Task to carry out:
All lines in the data bearing the string "JSON" should be identified and copied.

Records provided:
Start of Block

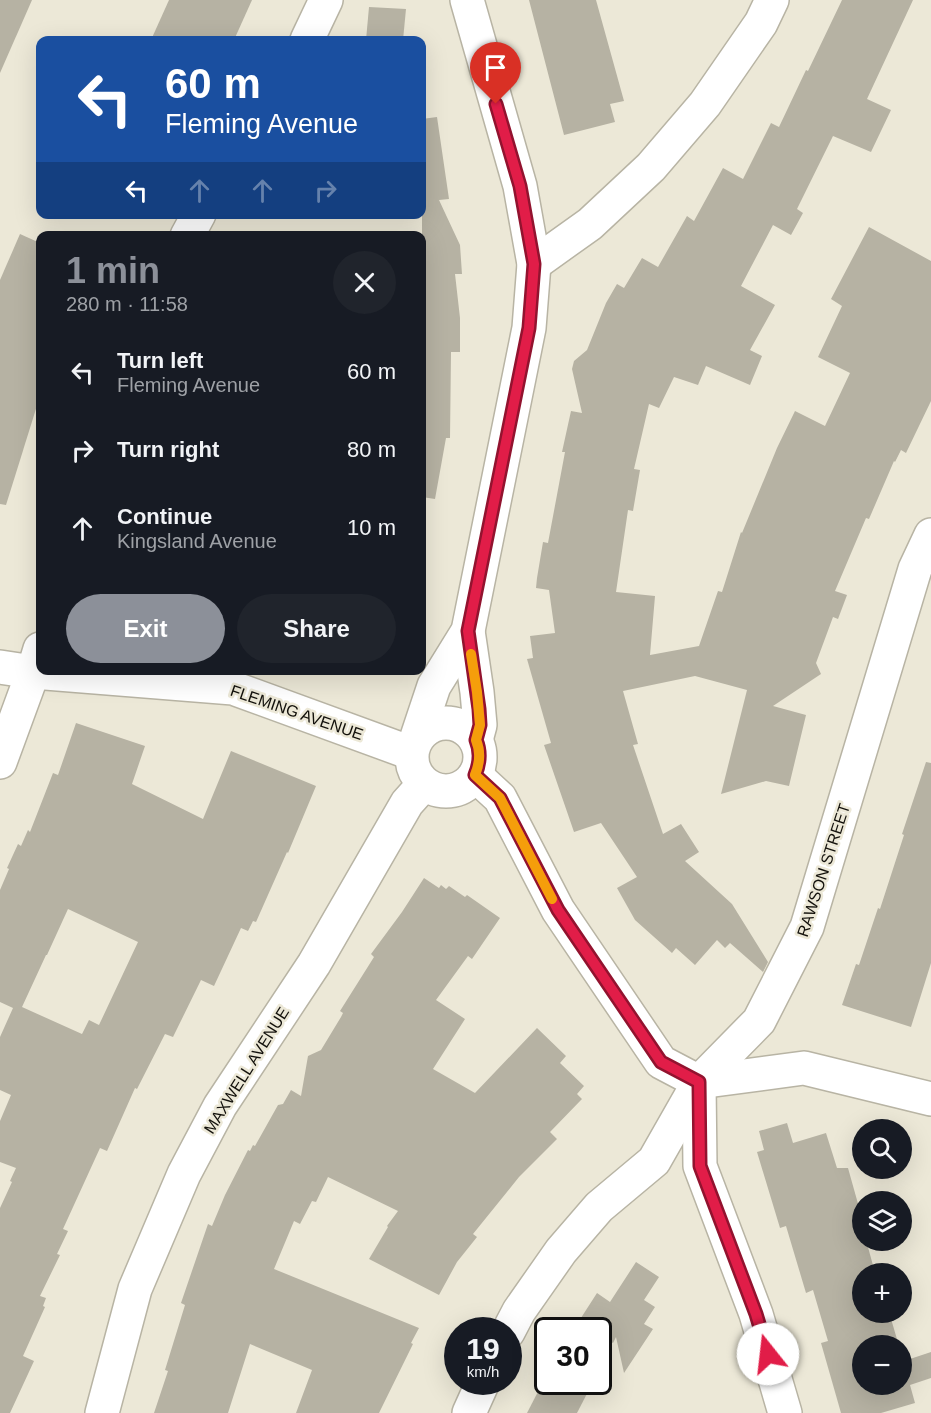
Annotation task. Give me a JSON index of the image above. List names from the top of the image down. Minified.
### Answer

End of Block
Start of Block

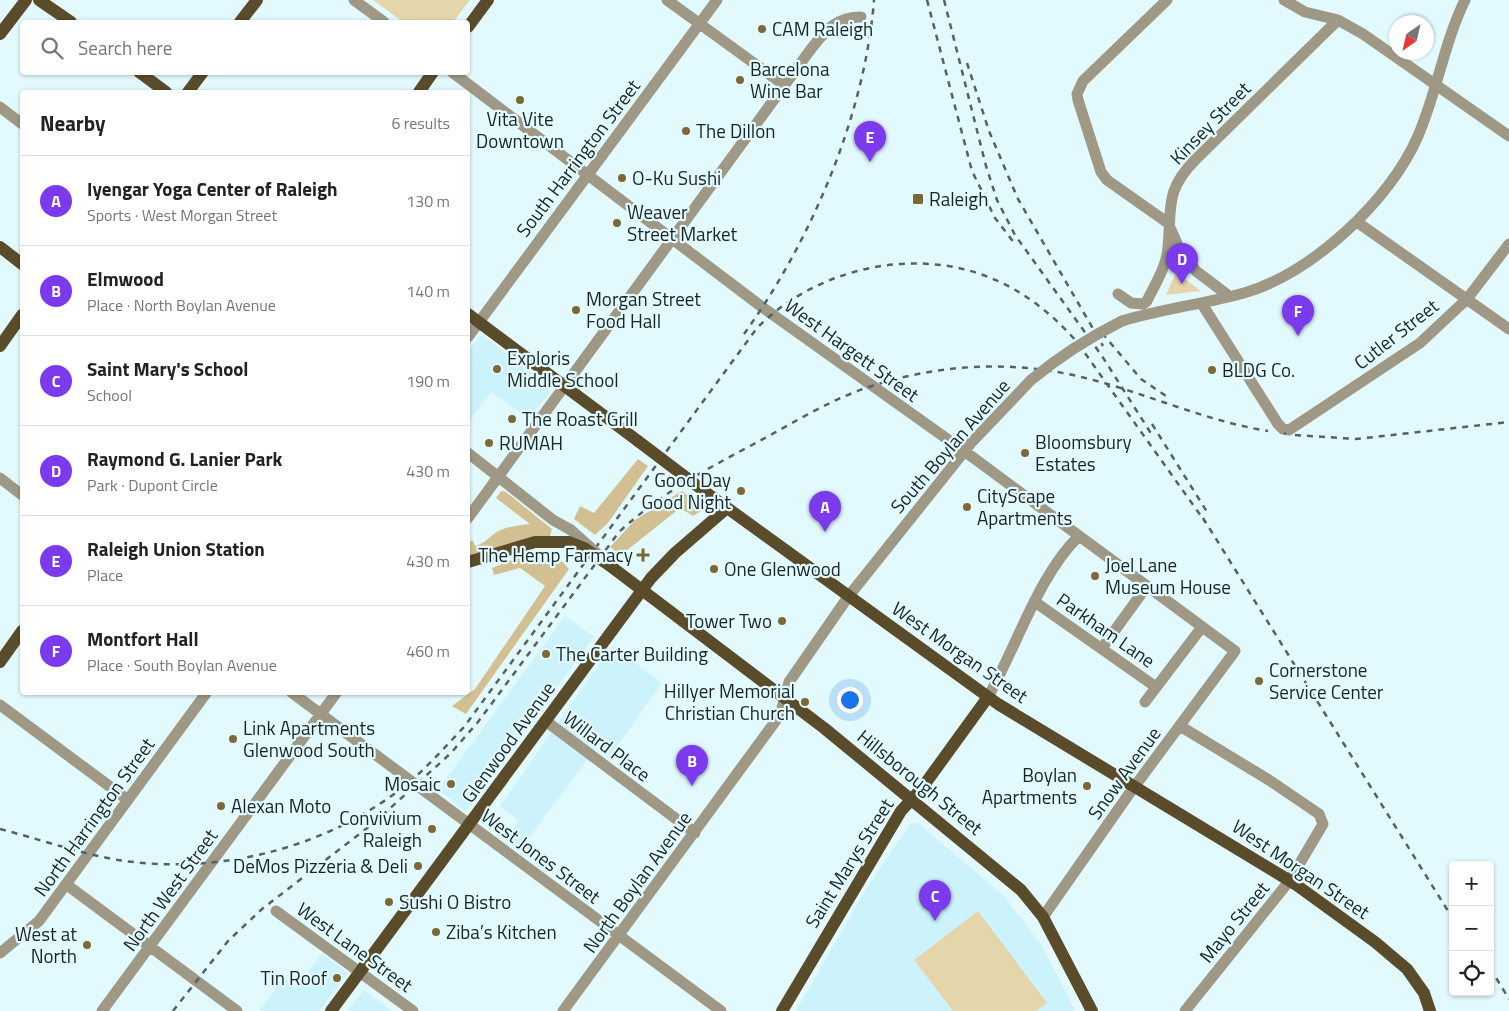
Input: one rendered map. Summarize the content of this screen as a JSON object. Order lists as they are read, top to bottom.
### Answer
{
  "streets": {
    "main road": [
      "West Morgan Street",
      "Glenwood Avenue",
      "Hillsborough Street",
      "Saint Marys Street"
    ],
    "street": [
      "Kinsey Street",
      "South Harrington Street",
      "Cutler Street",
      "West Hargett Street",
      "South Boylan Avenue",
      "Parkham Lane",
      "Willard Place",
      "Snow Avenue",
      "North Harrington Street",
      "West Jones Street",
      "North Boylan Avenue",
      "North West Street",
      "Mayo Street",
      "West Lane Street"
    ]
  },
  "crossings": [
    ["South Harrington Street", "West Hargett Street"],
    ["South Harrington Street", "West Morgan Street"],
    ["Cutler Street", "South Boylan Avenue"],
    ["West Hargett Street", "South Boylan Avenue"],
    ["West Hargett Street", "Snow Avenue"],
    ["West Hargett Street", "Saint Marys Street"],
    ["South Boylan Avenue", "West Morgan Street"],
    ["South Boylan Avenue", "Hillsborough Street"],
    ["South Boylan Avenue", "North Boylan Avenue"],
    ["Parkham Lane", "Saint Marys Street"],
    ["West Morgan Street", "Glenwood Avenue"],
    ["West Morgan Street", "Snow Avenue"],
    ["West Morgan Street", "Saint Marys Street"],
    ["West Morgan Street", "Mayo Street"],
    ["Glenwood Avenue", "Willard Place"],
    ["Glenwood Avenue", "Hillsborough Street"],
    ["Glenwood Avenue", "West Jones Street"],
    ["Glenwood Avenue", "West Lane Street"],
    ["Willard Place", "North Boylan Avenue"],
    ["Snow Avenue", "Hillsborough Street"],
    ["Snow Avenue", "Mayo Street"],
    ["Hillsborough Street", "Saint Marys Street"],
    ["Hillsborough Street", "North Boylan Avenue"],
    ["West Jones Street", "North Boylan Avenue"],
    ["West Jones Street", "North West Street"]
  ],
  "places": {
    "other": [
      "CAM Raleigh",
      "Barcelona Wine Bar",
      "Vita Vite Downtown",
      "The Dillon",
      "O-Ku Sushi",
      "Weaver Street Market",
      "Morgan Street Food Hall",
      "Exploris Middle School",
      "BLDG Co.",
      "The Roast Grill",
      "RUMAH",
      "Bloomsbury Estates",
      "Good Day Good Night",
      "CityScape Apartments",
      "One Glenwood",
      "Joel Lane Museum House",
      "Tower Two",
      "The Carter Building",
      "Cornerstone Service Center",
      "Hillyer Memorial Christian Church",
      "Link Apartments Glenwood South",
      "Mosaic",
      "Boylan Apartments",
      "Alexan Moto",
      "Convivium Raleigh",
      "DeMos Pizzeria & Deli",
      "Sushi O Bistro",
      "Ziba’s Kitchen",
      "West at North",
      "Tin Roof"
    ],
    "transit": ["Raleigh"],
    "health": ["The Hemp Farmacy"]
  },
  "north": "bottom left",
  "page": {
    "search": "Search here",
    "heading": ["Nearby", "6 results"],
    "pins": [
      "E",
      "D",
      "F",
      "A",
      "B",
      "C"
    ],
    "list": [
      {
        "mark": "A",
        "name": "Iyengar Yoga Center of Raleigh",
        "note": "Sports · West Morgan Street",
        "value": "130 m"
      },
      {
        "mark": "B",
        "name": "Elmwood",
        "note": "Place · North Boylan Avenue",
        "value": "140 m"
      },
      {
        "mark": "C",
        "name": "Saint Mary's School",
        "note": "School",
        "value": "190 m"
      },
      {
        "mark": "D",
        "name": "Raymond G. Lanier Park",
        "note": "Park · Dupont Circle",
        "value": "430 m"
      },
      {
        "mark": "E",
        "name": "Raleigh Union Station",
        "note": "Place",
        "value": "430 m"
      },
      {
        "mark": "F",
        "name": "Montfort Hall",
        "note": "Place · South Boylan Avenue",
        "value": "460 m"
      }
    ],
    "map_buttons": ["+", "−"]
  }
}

End of Block

Answer to the problem:
Annotation task. Give me a JSON index of the image above. List names from the top of the image down. Minified.
Input: one rendered map. Summarize the content of this screen as a JSON object. Order lists as they are read, top to bottom.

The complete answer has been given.